Task description: For the entries presented below, indicate the number of lines that include the word "fabs", adding nothing else.

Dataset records
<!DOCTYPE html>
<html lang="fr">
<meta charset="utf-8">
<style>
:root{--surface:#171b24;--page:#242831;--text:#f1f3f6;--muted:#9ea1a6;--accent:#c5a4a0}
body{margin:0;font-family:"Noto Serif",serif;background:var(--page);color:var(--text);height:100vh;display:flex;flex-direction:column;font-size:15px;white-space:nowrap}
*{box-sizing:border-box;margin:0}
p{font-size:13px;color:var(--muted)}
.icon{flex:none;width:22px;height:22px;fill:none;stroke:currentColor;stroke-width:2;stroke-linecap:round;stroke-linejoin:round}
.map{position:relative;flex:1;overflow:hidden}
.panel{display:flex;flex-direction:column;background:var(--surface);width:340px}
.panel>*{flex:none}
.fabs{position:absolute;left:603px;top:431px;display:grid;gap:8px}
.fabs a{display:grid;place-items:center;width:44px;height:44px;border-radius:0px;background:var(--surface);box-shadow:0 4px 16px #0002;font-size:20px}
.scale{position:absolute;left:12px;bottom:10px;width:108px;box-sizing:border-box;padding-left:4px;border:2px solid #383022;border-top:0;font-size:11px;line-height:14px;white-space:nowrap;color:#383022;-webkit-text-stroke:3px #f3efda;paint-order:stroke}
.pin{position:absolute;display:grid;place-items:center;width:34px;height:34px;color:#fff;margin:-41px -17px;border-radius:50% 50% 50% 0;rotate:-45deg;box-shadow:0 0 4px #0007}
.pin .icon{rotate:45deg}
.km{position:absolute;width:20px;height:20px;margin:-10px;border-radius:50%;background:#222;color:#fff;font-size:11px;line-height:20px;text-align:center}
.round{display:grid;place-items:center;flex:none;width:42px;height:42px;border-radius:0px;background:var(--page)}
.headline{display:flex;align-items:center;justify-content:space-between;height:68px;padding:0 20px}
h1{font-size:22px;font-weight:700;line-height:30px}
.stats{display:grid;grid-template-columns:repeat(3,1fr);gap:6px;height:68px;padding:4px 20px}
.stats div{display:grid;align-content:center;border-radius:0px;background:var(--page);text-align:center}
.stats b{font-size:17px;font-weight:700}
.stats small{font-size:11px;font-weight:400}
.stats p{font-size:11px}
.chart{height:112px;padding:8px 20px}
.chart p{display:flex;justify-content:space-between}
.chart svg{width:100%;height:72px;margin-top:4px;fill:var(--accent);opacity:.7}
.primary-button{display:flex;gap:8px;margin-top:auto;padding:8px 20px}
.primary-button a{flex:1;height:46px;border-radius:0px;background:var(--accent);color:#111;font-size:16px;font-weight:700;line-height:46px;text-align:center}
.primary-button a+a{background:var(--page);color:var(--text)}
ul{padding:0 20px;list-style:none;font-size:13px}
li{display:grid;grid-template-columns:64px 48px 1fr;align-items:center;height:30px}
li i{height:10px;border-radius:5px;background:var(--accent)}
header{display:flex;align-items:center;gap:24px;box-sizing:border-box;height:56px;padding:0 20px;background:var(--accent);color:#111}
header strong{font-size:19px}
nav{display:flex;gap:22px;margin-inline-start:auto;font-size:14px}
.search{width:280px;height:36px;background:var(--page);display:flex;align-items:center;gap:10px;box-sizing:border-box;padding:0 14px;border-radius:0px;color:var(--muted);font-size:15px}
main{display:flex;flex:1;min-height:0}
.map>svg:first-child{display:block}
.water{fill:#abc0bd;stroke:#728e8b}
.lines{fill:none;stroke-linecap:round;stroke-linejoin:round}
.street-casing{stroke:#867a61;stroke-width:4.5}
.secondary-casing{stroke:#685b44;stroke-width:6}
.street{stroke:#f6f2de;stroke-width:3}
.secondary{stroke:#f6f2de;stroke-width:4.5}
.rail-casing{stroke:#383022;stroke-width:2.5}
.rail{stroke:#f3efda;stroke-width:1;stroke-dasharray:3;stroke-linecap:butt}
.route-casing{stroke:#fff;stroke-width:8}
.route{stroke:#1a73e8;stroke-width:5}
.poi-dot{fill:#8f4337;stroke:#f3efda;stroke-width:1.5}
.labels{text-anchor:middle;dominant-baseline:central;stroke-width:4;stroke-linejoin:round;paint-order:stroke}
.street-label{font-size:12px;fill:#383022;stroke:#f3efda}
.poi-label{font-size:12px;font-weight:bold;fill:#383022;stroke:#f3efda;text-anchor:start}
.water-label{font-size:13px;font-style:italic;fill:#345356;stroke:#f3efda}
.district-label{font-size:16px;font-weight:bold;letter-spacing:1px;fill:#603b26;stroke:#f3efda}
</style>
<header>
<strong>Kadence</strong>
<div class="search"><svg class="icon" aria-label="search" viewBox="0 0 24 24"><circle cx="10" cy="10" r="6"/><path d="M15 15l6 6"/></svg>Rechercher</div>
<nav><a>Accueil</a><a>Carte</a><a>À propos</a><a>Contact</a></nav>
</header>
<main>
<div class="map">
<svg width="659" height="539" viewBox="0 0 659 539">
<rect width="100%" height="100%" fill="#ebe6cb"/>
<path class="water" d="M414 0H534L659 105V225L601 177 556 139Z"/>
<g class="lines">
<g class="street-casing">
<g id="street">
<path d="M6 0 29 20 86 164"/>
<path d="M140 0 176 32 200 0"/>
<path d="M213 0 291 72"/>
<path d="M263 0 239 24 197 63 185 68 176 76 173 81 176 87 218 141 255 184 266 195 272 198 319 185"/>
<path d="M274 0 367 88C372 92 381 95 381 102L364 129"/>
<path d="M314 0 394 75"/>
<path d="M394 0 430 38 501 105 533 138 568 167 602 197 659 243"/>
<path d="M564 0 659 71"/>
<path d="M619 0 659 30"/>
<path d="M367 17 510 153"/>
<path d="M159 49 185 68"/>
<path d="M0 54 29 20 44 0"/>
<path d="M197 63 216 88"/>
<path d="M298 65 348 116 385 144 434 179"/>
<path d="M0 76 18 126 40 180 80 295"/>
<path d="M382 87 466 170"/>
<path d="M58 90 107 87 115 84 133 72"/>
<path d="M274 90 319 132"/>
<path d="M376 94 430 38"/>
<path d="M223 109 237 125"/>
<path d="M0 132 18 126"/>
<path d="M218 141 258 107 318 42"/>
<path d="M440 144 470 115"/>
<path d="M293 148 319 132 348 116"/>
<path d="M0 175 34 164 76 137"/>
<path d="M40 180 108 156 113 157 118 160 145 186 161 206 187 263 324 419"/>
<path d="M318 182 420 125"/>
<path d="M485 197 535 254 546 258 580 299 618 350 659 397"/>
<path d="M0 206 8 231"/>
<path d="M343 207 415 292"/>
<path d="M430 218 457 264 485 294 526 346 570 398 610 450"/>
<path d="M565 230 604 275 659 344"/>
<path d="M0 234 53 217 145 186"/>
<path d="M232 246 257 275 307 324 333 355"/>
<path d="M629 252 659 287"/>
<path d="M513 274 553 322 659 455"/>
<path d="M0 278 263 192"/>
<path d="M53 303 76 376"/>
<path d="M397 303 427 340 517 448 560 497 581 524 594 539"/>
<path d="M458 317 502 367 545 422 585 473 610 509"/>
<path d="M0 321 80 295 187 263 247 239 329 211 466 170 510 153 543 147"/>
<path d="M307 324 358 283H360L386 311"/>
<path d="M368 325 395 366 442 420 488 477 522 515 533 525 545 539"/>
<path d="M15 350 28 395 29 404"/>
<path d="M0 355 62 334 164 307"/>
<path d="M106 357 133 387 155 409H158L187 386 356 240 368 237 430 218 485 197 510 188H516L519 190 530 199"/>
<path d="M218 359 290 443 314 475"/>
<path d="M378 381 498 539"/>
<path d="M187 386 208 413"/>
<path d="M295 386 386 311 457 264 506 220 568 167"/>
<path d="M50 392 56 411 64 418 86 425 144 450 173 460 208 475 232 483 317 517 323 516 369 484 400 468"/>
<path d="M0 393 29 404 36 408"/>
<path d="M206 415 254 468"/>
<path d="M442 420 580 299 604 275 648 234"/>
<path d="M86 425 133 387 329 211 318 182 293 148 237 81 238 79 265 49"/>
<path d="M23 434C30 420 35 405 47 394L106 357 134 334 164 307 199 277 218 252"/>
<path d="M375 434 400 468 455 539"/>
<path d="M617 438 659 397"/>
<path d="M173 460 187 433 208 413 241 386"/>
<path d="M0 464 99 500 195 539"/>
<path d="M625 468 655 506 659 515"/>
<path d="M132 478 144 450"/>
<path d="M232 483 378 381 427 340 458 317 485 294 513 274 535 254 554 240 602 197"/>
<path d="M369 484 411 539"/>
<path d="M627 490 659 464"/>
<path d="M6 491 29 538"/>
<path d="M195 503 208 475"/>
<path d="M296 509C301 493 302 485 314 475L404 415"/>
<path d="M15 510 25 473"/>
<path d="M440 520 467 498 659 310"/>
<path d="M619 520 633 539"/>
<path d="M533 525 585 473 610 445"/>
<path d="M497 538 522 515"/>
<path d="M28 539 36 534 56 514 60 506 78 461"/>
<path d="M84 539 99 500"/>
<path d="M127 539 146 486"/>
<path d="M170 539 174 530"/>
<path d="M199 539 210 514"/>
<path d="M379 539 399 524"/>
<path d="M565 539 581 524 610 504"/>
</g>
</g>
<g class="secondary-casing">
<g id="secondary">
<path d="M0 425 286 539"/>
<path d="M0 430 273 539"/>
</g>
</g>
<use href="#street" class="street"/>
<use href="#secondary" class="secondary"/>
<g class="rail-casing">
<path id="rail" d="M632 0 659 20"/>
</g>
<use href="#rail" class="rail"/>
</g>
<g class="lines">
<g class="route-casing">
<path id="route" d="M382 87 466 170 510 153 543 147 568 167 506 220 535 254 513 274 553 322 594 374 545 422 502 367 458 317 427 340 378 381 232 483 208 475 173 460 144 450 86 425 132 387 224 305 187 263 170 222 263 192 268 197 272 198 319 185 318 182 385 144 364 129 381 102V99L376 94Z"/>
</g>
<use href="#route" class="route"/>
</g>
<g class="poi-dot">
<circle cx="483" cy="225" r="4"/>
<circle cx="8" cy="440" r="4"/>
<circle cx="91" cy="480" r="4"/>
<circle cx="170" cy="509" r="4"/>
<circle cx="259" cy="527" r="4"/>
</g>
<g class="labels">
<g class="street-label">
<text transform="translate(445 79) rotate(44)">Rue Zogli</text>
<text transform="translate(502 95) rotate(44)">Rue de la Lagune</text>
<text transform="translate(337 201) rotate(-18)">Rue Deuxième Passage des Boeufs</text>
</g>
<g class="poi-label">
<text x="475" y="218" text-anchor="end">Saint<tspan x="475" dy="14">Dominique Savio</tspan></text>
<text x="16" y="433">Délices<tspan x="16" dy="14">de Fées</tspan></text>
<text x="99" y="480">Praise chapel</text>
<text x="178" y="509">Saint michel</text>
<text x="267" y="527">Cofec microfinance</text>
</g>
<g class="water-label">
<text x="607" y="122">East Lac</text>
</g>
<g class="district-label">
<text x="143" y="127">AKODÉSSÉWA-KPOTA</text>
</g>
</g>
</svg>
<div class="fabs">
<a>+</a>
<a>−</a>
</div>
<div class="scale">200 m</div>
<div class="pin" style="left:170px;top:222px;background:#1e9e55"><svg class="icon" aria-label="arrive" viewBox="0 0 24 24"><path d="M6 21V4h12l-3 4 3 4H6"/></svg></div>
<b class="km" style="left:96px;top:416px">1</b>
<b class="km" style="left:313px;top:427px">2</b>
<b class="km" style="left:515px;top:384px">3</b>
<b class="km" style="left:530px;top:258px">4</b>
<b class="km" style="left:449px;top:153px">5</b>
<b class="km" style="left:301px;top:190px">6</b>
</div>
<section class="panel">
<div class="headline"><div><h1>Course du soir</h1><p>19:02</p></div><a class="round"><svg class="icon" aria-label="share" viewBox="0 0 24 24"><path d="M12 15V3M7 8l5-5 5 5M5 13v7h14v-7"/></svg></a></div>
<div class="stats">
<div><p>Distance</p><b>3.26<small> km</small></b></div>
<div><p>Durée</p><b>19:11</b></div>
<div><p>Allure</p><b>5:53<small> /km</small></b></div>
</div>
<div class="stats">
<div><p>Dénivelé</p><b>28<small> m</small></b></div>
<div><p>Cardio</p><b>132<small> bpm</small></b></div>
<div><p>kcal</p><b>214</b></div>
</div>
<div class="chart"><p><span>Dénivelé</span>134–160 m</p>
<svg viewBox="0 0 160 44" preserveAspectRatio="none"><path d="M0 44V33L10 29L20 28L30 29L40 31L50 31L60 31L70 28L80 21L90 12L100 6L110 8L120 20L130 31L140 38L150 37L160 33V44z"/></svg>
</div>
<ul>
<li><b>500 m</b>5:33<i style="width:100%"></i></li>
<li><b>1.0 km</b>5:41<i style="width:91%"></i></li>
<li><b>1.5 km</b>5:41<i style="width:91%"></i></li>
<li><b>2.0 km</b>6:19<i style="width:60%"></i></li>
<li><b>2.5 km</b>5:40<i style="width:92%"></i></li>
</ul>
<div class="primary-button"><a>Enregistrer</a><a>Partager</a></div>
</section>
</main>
...
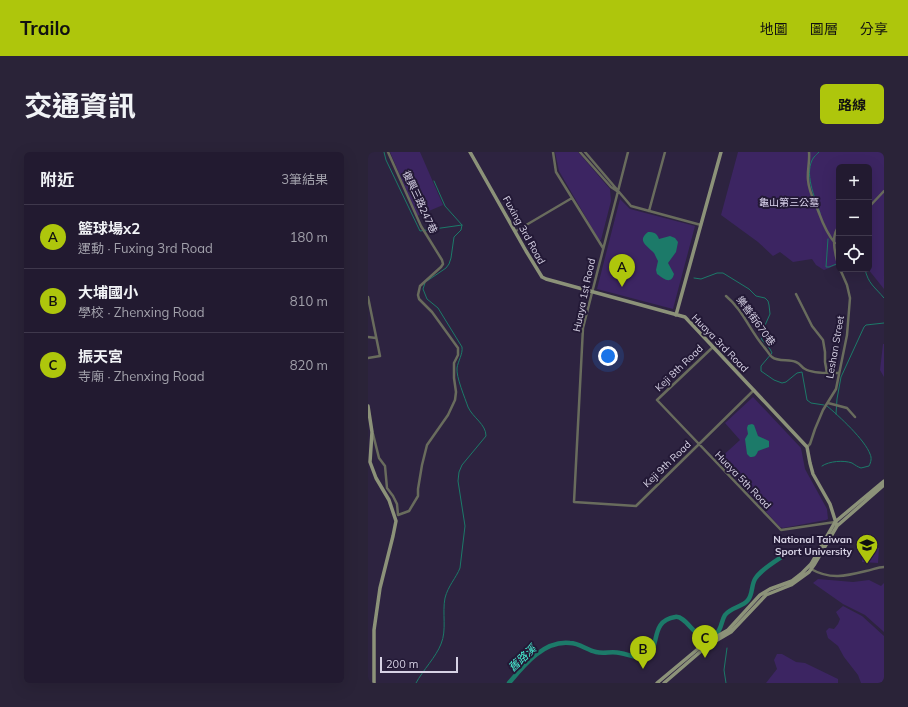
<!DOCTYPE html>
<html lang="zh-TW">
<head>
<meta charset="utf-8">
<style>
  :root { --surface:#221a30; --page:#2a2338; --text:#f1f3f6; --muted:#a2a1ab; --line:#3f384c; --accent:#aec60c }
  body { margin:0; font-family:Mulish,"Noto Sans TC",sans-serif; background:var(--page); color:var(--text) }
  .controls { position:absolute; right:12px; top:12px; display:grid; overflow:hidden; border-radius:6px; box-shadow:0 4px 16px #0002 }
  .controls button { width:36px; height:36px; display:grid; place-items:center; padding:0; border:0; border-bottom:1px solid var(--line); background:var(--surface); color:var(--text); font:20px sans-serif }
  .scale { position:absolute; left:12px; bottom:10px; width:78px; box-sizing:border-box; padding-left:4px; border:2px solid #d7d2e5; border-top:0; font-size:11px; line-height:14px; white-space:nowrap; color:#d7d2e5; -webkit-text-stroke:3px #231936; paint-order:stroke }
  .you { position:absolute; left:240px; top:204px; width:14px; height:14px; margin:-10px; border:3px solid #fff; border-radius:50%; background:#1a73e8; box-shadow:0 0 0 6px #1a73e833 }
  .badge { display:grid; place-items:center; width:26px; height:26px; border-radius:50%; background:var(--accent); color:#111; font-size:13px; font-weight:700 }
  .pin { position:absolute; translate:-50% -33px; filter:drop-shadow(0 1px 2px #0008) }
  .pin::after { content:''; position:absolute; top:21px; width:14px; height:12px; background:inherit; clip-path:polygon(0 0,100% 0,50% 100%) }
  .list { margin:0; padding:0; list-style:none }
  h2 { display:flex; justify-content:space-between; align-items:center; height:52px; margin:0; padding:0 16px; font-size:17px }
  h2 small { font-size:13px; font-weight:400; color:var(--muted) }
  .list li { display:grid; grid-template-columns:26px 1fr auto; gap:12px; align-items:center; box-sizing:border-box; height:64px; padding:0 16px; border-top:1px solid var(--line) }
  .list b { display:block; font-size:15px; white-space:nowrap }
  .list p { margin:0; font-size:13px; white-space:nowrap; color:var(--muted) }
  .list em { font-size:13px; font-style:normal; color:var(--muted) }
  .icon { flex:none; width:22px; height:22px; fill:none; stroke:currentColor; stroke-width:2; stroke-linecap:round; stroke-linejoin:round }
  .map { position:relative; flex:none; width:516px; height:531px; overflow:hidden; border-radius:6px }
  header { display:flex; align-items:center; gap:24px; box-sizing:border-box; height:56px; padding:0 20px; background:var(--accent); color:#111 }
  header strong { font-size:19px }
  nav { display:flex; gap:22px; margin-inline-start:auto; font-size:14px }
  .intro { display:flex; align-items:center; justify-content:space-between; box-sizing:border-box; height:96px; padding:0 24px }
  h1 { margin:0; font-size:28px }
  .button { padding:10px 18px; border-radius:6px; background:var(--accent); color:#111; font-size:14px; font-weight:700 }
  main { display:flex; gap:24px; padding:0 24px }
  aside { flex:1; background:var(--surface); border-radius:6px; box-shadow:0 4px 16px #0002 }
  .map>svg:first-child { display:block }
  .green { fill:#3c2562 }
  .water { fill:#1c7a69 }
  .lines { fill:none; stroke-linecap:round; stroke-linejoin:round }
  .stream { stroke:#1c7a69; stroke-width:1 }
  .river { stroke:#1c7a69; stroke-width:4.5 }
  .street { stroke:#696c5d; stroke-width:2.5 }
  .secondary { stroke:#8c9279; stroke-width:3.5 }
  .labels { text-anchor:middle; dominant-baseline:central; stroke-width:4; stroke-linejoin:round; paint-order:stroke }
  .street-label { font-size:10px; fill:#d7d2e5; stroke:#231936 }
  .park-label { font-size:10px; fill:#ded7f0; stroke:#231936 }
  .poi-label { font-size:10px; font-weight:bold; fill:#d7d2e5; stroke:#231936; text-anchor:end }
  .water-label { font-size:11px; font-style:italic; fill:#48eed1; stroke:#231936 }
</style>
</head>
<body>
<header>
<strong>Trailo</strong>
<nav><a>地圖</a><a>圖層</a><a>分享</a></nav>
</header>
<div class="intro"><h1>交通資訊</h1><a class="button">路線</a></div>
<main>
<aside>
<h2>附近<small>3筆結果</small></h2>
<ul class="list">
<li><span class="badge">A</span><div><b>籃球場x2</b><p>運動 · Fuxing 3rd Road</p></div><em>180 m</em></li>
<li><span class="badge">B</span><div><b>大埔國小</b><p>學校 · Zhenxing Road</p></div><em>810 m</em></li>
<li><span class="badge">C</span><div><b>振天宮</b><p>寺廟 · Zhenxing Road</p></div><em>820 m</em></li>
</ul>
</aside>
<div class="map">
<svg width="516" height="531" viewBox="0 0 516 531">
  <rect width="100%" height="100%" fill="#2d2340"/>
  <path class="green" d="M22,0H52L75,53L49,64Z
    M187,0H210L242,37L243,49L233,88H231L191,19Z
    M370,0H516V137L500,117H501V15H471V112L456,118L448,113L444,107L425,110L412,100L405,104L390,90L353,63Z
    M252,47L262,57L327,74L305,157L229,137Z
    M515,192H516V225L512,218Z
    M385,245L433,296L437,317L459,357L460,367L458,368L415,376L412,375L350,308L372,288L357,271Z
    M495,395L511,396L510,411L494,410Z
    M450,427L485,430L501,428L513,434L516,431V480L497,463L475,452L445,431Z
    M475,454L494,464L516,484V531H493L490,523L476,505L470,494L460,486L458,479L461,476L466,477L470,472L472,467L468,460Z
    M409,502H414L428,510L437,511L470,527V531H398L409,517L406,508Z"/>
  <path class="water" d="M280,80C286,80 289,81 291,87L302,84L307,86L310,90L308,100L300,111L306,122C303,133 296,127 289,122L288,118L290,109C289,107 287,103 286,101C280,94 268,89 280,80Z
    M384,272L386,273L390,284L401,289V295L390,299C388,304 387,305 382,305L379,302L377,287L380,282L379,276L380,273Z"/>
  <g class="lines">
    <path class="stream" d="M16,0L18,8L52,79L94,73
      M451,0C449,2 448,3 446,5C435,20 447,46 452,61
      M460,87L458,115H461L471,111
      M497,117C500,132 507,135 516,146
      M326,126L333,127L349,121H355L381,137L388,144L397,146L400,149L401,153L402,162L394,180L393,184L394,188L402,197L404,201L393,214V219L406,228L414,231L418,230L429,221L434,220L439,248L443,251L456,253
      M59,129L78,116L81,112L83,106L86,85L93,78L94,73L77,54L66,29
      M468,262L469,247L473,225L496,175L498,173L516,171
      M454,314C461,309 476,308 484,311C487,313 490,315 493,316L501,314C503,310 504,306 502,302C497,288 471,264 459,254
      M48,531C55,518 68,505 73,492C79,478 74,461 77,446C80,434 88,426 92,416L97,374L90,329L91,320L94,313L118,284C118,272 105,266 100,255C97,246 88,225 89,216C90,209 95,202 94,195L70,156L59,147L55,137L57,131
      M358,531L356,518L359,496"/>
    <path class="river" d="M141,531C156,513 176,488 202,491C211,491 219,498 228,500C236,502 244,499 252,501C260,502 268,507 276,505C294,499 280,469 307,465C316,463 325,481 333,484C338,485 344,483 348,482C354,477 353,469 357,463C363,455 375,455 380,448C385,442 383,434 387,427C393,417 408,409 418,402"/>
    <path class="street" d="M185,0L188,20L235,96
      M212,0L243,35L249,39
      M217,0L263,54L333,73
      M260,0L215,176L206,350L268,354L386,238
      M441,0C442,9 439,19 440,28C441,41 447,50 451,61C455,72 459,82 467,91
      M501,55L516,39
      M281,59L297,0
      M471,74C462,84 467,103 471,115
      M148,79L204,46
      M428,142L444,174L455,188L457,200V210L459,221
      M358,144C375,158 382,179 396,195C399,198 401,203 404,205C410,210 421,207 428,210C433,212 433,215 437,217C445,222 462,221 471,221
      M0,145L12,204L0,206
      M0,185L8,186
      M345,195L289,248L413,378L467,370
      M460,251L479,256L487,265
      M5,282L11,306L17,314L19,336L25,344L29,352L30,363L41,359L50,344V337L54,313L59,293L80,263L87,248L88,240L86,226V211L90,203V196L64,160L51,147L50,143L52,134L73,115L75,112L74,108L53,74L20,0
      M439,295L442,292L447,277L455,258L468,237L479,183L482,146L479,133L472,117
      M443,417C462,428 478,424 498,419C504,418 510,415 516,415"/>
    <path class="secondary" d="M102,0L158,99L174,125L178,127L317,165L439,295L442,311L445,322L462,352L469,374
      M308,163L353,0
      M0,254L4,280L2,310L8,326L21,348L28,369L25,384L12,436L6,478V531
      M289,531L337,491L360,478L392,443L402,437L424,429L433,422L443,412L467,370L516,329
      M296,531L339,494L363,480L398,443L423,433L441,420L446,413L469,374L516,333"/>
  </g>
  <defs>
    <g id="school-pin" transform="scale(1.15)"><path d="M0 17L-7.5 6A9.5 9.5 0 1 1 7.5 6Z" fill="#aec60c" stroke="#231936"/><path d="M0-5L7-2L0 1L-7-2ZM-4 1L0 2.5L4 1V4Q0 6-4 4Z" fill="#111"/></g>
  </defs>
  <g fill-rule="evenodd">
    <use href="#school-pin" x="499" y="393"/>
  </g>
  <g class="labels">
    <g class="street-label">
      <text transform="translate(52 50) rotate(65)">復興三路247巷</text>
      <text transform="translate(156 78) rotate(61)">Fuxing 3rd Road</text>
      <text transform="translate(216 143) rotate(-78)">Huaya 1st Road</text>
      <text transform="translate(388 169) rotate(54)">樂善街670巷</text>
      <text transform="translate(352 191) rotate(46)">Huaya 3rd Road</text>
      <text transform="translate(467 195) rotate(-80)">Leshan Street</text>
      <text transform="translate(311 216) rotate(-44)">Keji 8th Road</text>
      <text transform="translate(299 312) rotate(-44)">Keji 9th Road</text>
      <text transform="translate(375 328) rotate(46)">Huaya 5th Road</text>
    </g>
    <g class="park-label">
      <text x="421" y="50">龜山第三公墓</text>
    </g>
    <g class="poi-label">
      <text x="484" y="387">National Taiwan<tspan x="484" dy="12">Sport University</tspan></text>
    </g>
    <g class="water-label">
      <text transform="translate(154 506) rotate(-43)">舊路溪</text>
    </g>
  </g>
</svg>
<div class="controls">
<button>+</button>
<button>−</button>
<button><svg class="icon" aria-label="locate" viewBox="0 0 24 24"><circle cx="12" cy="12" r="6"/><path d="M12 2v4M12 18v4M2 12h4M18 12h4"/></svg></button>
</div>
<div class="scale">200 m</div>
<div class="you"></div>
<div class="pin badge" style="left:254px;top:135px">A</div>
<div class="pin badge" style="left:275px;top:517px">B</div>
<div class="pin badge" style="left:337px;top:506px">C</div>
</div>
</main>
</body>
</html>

Solution to this task: 3